» EXERCISE PROMPT:
Whenever a line below mentions the word "Navbahor", that line should be copied.

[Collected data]
▼
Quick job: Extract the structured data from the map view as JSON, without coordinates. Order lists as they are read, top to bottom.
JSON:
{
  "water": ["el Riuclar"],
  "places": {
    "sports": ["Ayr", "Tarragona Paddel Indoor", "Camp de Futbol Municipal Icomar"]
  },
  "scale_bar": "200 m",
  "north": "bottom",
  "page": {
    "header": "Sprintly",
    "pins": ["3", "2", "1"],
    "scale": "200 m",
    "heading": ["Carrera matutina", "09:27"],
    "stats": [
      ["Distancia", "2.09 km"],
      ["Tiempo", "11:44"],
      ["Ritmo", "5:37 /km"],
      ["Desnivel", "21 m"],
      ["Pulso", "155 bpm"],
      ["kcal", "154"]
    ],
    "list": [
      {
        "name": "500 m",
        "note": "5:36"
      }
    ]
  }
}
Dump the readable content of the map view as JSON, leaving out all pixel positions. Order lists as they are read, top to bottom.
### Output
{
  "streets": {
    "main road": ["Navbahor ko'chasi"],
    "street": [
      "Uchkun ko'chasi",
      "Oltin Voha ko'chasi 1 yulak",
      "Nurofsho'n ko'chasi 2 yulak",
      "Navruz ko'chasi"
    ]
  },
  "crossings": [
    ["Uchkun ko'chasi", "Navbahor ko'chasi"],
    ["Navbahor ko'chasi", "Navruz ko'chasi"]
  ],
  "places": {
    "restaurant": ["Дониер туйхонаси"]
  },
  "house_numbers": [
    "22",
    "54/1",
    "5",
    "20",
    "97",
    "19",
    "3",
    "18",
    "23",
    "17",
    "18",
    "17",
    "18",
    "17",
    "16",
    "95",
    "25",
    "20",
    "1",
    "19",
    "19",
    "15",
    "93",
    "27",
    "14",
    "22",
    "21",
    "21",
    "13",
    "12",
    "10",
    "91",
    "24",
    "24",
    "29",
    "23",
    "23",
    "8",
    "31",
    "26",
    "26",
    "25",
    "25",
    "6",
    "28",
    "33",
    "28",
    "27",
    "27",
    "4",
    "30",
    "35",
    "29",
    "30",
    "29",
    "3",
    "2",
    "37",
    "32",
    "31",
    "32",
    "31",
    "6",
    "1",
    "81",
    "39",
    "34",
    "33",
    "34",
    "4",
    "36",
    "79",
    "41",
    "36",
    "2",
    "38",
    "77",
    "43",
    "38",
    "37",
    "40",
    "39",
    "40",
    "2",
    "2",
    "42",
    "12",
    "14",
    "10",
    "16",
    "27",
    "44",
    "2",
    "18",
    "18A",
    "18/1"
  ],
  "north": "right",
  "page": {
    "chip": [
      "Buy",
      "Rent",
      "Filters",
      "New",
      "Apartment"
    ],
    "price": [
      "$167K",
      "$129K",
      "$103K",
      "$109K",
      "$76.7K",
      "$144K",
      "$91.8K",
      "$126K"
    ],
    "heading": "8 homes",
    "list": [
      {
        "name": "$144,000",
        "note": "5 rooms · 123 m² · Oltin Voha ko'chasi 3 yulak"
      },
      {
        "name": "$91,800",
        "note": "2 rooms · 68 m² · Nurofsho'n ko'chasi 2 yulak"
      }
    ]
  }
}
▲
» SOLUTION TO THIS EXERCISE:
    "main road": ["Navbahor ko'chasi"],
    ["Uchkun ko'chasi", "Navbahor ko'chasi"],
    ["Navbahor ko'chasi", "Navruz ko'chasi"]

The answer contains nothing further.